Logistic Regression¶
Import Libraries¶
import pandas as pd
import numpy as np
import statsmodels.api as sm
import statsmodels.formula.api as smf
from sklearn.metrics import confusion_matrix, classification_report, accuracy_score
Read and Confirm Data¶
df = pd.read_csv('data/ccdefault.csv').round(1)
df.head()
default | student | balance | income | |
---|---|---|---|---|
0 | No | No | 729.5 | 44361.6 |
1 | No | Yes | 817.2 | 12106.1 |
2 | No | No | 1073.5 | 31767.1 |
3 | No | No | 529.3 | 35704.5 |
4 | No | No | 785.7 | 38463.5 |
# remap default = 'Yes' to 1; 'No' to 0
df['default'] = np.where(df['default'] == "Yes", 1, 0)

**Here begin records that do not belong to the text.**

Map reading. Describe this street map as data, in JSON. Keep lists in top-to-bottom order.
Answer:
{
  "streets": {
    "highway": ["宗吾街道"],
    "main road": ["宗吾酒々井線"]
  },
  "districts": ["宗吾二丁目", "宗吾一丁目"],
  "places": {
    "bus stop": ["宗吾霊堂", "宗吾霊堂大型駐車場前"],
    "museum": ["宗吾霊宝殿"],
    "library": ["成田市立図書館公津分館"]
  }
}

df['student'] = np.where(df['student'] == "Yes", 1, 0)
# size balance and income to be 100s of $
df['balance'] = np.round(df['balance']/100,0)
df['income'] = np.round(df['income']/100,0)
df.head()
default | student | balance | income | |
---|---|---|---|---|
0 | 0 | 0 | 7.0 | 444.0 |
1 | 0 | 1 | 8.0 | 121.0 |
2 | 0 | 0 | 11.0 | 318.0 |
3 | 0 | 0 | 5.0 | 357.0 |
4 | 0 | 0 | 8.0 | 385.0 |
Logistic Regression¶
lr = smf.logit(formula='default ~ balance + C(student)',data=df).fit()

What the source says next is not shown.